What exactly is 'CFG (classifier-free guidance)' that determines how much prompt / spell instructions are followed in the image generation AI 'Stable Diffusion'?
Stable Diffusion ', which generates images based on input prompts, has been attracting attention from people all over the world since its public release, and various tools andapplication methods have been announced. Among the setting items for generating images with Stable Diffusion, there is a value called ' CFG (classifier-free guidance) scale ' that determines 'how much prompts are followed in image generation'.
CLASSIFIER-FREE DIFFUSION GUIDANCE.pdf
[Paper commentary] Understanding OpenAI ``GLIDE'' | A fun introduction to AI and machine learning
The Road to Realistic Full-Body Deepfakes - Metaphysic.ai
When generating images and sounds with AI, rather than simply inputting labeled data and allowing it to learn, a separate classification model (classifier) is prepared at the time of sampling . There is a method called CFG (classifier-free guidance) is an improvement to this method, in which a diffusion model and a classification model are trained simultaneously instead of preparing a separate classification model.

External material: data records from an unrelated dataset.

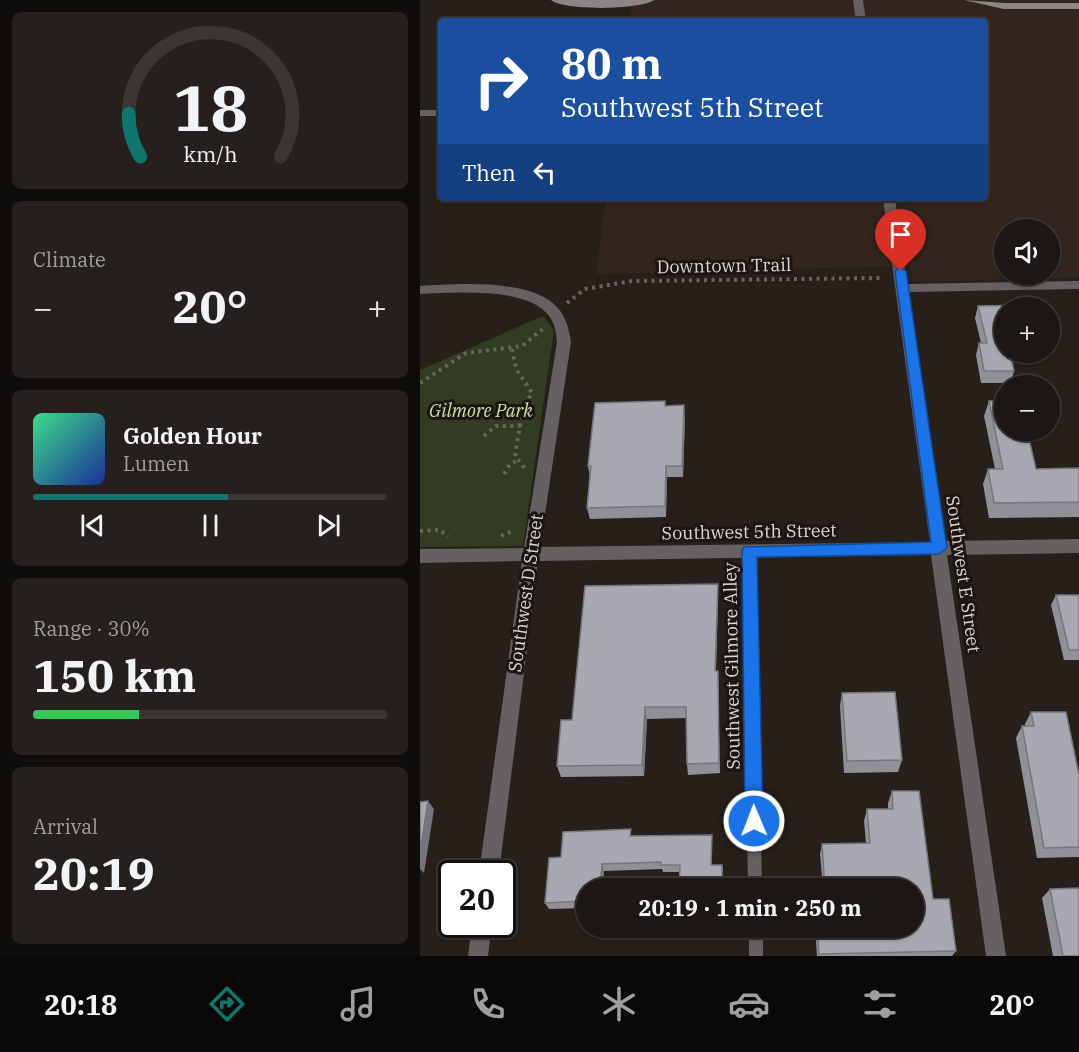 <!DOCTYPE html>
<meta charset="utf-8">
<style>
:root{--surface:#1c1714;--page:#25201d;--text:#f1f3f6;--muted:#a09fa0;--line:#3a3634;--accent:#0f766e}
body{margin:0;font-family:"IBM Plex Serif",serif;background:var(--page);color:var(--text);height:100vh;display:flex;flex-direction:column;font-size:22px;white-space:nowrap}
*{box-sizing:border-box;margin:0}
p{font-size:20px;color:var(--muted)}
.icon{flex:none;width:33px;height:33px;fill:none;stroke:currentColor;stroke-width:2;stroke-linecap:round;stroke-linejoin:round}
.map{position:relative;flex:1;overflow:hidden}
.drawer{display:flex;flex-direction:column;gap:12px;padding:12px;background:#0f0d0b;width:420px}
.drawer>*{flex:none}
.top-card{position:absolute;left:18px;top:18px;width:550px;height:183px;border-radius:6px;box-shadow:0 2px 4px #0004,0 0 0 2px var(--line);background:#1a4fa0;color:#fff;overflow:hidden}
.tools{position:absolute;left:574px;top:219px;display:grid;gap:12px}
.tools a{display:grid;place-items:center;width:66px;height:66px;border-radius:50%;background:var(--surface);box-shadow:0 2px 4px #0004,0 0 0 2px var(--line);font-size:30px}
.speed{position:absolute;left:18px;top:860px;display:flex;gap:12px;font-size:30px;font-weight:700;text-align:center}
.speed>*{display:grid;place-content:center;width:78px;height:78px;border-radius:50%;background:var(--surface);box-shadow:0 2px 4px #0004,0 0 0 2px var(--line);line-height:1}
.speed .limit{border:3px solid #111;border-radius:9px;background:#fff;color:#111}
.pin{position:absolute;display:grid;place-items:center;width:51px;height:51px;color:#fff;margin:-62px -26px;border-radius:50% 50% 50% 0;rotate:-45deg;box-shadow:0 0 6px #0007}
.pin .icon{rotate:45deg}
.me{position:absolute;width:66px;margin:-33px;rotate:359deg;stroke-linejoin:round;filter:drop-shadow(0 0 4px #0008)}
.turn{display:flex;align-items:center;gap:21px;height:126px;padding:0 24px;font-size:27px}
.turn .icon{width:78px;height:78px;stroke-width:2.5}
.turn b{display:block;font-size:42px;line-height:51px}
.then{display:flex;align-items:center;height:57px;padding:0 24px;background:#0003;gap:12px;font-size:22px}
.big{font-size:45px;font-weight:700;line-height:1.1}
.drawer .card{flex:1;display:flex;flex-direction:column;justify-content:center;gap:9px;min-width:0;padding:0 21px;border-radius:9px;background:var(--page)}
.drawer .dial{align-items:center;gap:0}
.dial svg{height:156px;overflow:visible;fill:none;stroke:var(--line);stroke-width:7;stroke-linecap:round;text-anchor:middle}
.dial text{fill:var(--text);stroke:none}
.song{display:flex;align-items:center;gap:18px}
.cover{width:72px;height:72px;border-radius:9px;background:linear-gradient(135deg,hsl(150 70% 55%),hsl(230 70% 35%))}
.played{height:6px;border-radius:3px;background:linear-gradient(90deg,var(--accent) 55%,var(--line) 55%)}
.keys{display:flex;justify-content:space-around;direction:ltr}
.heat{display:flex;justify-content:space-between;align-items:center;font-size:33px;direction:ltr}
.charge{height:9px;border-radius:4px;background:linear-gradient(90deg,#34c759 30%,var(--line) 0)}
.trip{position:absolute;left:156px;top:878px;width:348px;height:60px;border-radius:30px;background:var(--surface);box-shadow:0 2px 4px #0004,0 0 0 2px var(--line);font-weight:700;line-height:60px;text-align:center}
.menu{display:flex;height:96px;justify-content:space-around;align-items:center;background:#0b0908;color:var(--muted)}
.menu .icon{width:42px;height:42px}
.menu .selected{color:var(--accent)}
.menu b{font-size:27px;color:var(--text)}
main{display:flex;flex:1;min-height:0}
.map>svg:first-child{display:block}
.built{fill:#32251d;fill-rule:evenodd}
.green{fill:#323c22}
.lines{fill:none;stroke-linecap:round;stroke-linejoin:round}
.path{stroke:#69625e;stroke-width:4;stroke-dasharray:3 4.5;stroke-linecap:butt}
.service{fill:#656062;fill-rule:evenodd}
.minor{fill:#656062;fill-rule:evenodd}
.secondary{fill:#8c8587;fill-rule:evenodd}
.wall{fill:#909099}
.shaded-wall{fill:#75767d}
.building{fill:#a7a8b2;stroke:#75767d;stroke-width:1.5}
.route{fill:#1a73e8;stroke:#114b97;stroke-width:1.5}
.labels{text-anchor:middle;stroke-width:6;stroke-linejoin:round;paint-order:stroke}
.street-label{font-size:18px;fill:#ddd7d4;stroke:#1c1511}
.park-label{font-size:18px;font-style:italic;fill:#cce4a7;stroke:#1c1511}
</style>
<main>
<section class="drawer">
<div class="card dial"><svg viewBox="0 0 100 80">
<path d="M14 69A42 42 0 1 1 86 69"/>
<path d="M14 69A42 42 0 0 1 8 47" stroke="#0f766e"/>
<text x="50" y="56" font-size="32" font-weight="700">18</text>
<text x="50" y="72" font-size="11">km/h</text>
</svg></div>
<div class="card"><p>Climate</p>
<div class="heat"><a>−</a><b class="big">20°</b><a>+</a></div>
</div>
<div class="card">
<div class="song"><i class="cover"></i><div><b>Golden Hour</b><p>Lumen</p></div></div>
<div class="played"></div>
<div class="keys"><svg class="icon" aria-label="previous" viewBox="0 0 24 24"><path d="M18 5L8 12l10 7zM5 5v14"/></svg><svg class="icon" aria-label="pause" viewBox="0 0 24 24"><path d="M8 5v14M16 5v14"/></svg><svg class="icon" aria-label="next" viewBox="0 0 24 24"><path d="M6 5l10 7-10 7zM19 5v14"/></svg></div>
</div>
<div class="card"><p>Range · 30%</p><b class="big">150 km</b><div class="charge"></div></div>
<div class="card"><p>Arrival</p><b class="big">20:19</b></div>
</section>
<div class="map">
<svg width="659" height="956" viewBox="0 0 659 956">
<rect width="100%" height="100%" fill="#261f1a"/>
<path class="built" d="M212,0H659V277L494,282L490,266L176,274L186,198H566V21H210ZM585,230H630V274H585Z"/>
<path class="green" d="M123,316L134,330L103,546L0,547V370Z"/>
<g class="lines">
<path class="path" d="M147,303L165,289L212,281L464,278
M92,349L96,369L112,393L103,407L95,456L106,470
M0,383L46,353L102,346L124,328
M64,436L76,426H101
M84,474L90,464L98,460
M0,531L20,530L28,537
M81,536L95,530"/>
<path class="service" d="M329,546L333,548L335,551L342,888H328L323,551L325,548Z
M329,927H343V956H329Z"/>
<path class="minor" d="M433,0H443L446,21H436Z
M0,110H21V116H0Z
M463,198H475L487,284L659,281V289L489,292L525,541L659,539V553L527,555L586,956H566L511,555L118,561L79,873H59L102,561L0,563V549L104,548L137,342C136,332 135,324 129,316C108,286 33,293 0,294V286C36,284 110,278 137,307C146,317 149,329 151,342L120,547L510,542Z
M52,924H72L68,956H48Z"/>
<path class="secondary" d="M131,0H234C220,10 145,11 131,0Z
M544,0L584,3H659V9H584Z"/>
</g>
<path class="wall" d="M558,306L585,308V352L594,371L591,383H561L556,355L559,343H561L555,318Z
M245,401L246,406L265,417L263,477H247L246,517L170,519L167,508L170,477L168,466Z
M569,401L616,469L659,468V517L569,518L563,484L568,469H575L564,416Z
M636,595H659V660H644L631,605Z
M298,598L296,671H298V683L300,773L268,775L267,764V718L227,719L224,776L141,777L137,766L152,720Z
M422,693L482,760L478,772L424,773L420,706Z
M611,712L659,775V857L617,858L596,738L602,726H605V724Z
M472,791L513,899L536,951L532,956H397L395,927H494V888H403L400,854L402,844L446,843L444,821L447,809H468V803Z
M212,836L292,843V865H302L303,872H243L242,869L184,871V888H166V908L129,909L125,903L141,857Z
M630,889L659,956H633L622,898Z"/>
<path class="shaded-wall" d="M264,405L265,417L263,477L262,466Z
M246,466L247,477L246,517L245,506Z
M298,584V598L295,683V671Z
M225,707L227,719L224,776L222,765Z
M8,801L14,809L4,873L0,869V852Z
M182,864L184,871V888H180Z"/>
<path class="building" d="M604,305L605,308H585V323H584L585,328V352H590L594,371H564L559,343H567L558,306Z
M245,401V406L264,405L262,466H246L245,506L167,508L171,466H168L175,403Z
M569,401H585V430H607L616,469L659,468V502L574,503L568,469H583Z
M298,584L295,671H298L299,763L267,764L266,707H225L222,765L137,766L141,720H152L165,586Z
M636,595H659V650H649Z
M475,692L482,760L427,761L422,693Z
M611,712H646L659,775V847L624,848L602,726H614Z
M472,791H499L513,899H529L536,951L399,954L397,927H494V888H405L402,844L450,843L447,809H473Z
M8,801L0,852V802Z
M211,829L210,836L292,835L291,865H302V888H259L260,865H241V862L182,864L180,888H166V901L125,903L129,858L141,857L143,832Z
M659,888V956H643L630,889Z"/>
<path class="route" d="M481,267L486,271L527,548L519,554L337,557L343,821L340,827L334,829L328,827L325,821L322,551L324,547L511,542L475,271Z"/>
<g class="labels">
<g class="street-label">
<text transform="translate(304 266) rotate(-1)" y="6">Downtown Trail</text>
<text transform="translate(329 532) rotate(-1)" y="6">Southwest 5th Street</text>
<text transform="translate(543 574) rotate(82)" y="6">Southwest E Street</text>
<text transform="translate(106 593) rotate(-82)" y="6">Southwest D Street</text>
<text transform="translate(312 666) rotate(-91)" y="6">Southwest Gilmore Alley</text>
</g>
<g class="park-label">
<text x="61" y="417">Gilmore Park</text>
</g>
</g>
</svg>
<div class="tools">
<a><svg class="icon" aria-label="sound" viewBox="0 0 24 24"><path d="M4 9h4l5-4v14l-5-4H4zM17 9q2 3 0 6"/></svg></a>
<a>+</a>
<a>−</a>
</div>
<div class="speed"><div class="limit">20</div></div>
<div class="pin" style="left:481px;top:271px;background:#d93025"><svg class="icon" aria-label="arrive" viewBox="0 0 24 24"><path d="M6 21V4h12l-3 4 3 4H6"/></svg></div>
<svg class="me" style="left:334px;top:821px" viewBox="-20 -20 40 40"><circle r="17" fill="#1a73e8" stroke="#fff" stroke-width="3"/><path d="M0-11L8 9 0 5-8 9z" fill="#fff"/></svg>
<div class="trip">20:19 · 1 min · 250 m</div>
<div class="top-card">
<div class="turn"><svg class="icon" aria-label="right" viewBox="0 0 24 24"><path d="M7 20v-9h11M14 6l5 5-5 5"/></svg><div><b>80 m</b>Southwest 5th Street</div></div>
<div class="then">Then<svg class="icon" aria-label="left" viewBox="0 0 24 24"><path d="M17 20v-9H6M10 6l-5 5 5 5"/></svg></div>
</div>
</div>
</main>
<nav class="menu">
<b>20:18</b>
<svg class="icon selected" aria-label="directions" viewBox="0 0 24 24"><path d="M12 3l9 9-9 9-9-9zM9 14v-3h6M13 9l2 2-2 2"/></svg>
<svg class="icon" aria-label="music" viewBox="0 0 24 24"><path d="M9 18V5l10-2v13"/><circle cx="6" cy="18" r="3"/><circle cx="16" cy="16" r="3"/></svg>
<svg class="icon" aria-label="phone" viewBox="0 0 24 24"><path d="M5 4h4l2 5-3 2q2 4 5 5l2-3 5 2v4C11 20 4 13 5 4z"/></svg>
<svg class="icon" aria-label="climate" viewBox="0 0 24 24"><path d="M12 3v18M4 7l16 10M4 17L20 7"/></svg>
<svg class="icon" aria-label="car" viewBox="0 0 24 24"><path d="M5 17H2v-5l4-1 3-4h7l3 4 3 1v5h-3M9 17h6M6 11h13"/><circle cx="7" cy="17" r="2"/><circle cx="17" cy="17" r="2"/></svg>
<svg class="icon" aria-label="filters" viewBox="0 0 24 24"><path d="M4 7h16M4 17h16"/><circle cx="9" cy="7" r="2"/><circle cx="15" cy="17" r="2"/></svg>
<b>20°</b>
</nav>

By introducing CFG, it is possible to improve the quality while reducing the sample diversity in the diffusion model. The following images released by Google researchers who announced CFG are 'images generated without using CFG' on the left and 'images generated using CFG' on the right. You can see that the images generated using CFG are very similar in composition and objects, but also in high quality.
img2img ', but the image will be distorted. increase. On the other hand, the smaller the CFG scale, the more likely it is to move away from the prompt or input image, but the better the quality.
CFG is also one of the main parameters in Stable Diffusion, and the larger the CFG scale, the more likely it is that a new image can be generated according to the image input by the prompt or '
Metaphysic , an AI development company, said, ``The LAION dataset on which the model was trained is reliable, and even short and simple img2img instructions give valid results, so in many cases there is no need to increase the CFG scale.'' I'm here. However, if you want to generate something that Stable Diffusion has not pre-trained, have difficulty generating coherently for the AI, or want to combine multiple people or concepts, then you may want to change the CFG scale or denoising strength. It needs to be raised.
One of the things that Stable Diffusion is not good at in image generation using img2img is 'changing the color of clothes'. Below is Metaphysic using Stable Diffusion, inputting a picture of a woman in a red dress with img2img, and based on that, following the prompt 'A woman in a blue evening dress' This is the screen where I tried to generate the image. The CFG scale is set to ``13.5'', which is slightly higher than the general recommended value (about 7 to 11), and despite the inclusion of ``red'' in the prohibited word, the women's evening dress remains red. It is
Salma Hayek ''.
Also, below is the video that Metaphysic tried with Stable Diffusion to ``change the color of the clothes worn by the performer from dark blue to red and make the face
Hayek CFG comparison-YouTube
The left side was generated with standard parameters of 'CFG: 12, noise reduction: 0.46', and the right side was generated with parameters close to the maximum value of 'CFG: 28, noise reduction: 0.94'. The movement of the female performer, which is the input data, is shown in the lower left frame. The texture and pose are clearly different between the left and right side, and you can see that the left side is much more accurate as an image, but only the dress color on the right side is more in line with the prompt. .
If the CFG scale is too large, the quality will suffer and the image will be completely different from moment to moment. Certainly, the instructions to 'change the color of the dress to red' were faithfully followed, but other parts were greatly damaged.
Metaphysic suggests using materials that are a little closer to what you want to generate in the end as a way to improve these problems.